C’est à se demander comment après de telles attaques Charles Aznavour a pu vouloir persévérer dans la chanson. Encombré de complexes, le chanteur persévère grâce à une ambition hors normes et un besoin de conquêtes. Il faisait d'ailleurs régulièrement référence à Napoléon dans des interviews. 

L'empereur Charles en a emmené avec lui des succès. Parce qu'il était talentueux, mais aussi un acharné de travail : traduction de ses chansons, anglais parfait, collaboration avec des musiciens locaux, tournées dans plus de 50 pays en ont fait la plus grande vedette française à l'international. 

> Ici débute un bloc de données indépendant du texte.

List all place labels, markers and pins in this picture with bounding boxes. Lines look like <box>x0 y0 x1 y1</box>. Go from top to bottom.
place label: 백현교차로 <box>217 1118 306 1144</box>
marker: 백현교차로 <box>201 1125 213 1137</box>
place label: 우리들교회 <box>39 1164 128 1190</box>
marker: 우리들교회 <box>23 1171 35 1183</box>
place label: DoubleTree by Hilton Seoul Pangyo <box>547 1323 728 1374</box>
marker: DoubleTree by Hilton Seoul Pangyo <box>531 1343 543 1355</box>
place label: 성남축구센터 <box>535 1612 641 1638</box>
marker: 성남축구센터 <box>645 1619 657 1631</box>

Aller plus loin | Réécoutez  Aznavour : Je m'voyais déjà

Daft Punk, "décevant, monomaniaque, trop vert" 

C'est en participant à une rave sur les toits du Centre Pompidou que le duo fait la rencontre du label écossais Soma. Le mouvement techno à l'époque en France ne concerne que les initiés. Leur maxi de deux titres Da Funk / Rollin' & Scratchin en 1995 finit de convaincre ceux qui avaient déjà décelé la perle rare chez les futurs rois de la french touch (en dehors de l'Hexagone). 

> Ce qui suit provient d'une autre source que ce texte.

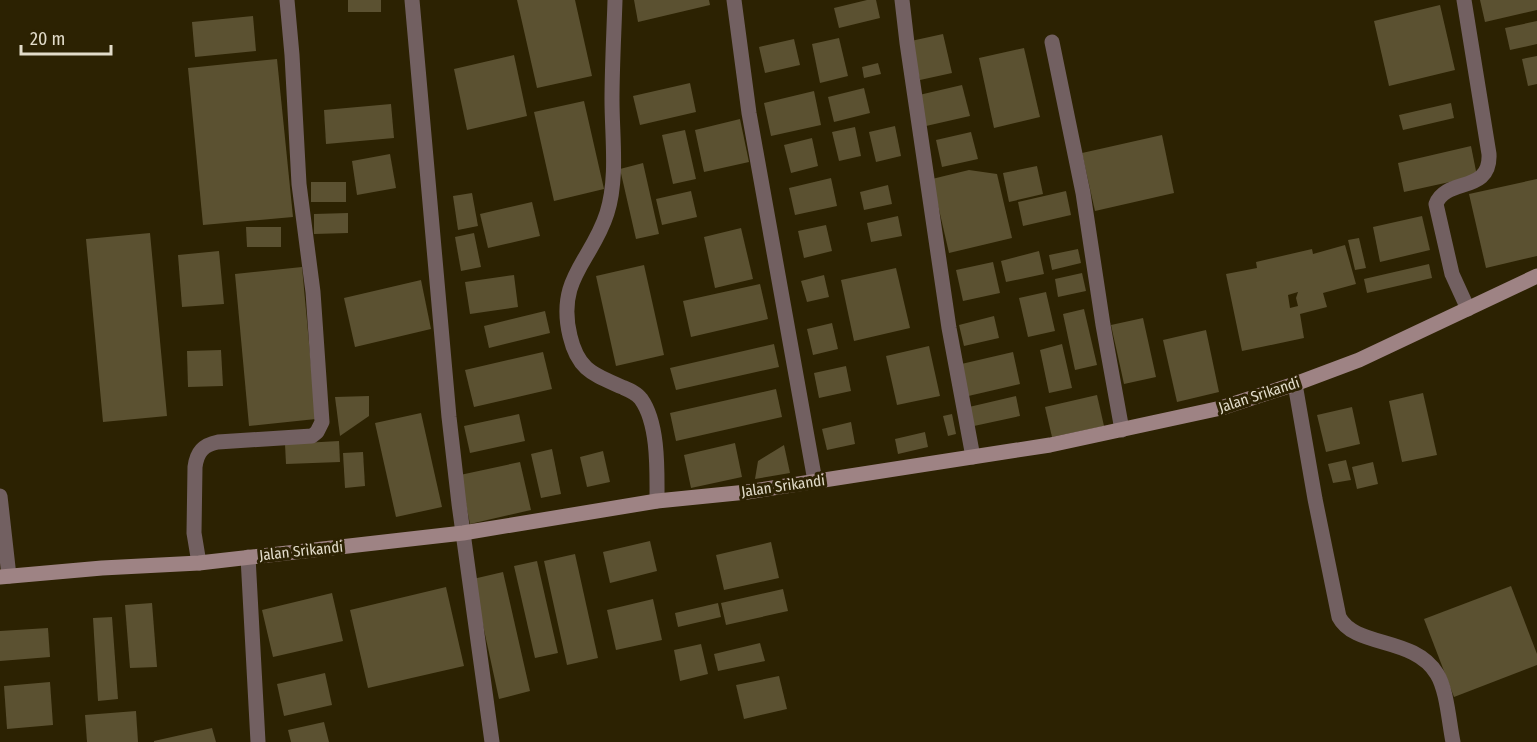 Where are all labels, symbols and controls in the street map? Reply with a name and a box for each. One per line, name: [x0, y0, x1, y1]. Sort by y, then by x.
scale bar: [21, 18, 111, 56]
text: 20 m: [30, 28, 65, 50]
street label: Jalan Srikandi: [1216, 373, 1302, 417]
street label: Jalan Srikandi: [740, 471, 826, 501]
street label: Jalan Srikandi: [258, 538, 344, 564]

Leur musique se répand petit à petit dans les clubs d'Europe, créant une émulation pour ce groupe dont on ne sait quasi rien. Pourtant en France, seules les radios Nova et FG jouent ces premiers titres. 

La sortie de leur premier album Homework se fait au début de l'année 1997. La rumeur qui accompagne ce groupe s'est répandue comme une traînée de poudre. Homework va se vendre à plus de deux millions d'exemplaires dans le monde, avec seulement 280 000 exemplaires en France, et ce malgré quelques critiques incendiaires.  

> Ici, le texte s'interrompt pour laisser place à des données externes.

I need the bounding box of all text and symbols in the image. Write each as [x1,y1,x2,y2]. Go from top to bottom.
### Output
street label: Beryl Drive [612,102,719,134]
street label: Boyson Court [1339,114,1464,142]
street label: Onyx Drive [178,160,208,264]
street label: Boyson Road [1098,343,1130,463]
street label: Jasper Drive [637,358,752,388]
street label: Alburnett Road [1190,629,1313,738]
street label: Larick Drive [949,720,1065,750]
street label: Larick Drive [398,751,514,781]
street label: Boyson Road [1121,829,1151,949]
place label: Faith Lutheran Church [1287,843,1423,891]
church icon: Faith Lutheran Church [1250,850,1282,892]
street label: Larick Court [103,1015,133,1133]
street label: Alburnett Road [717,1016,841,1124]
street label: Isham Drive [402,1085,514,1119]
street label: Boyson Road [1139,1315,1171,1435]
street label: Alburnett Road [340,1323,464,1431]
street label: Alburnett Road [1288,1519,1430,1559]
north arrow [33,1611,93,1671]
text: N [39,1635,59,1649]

Comme quoi, entre Boris "ça va chauffer dans les bermudas" et la dernière sensation parisianno-parisienne, le buzz de chez buzz, la seule différence réside en réalité dans la présentation, dans ce fameux nuage de fumée sémiologique qui sépare hermétiquement le rien du pas grand-chose.

De leur propre aveu, ils ont connu l’échec critique à chaque album. "Homework, Discovery, Human after All : les premières chroniques ont toujours été désastreuses" (Les Inrocks, 17.06.2016, interview avec JD Beauvallet). Leur propre nom lui-même vient d'une mauvaise critique de leur premier projet musical dans le journal anglais Melody Maker, qui avait qualifié leur musique de "daft punky trash". 

Aller plus loin | (Ré)écoutez la rencontre avec Daft Punk : "Les mauvaises critiques nous portent souvent chance."

Vous l'aurez compris, ces trois légendes qui ont permis la reconnaissance à travers le monde d'un savoir-faire français ont eu à subir les pires commentaires. Ce qui ne les a pas empêchés de poursuivre car tous ont été ou sont habités par un besoin créatif perpétuel, une recherche de la première fois et surtout tous ont eu le talent de transformer ce qu'on leur reprochait en qualité. 

Et comme le disent si bien les Daft : "C'est totalement le public qui crée une carrière.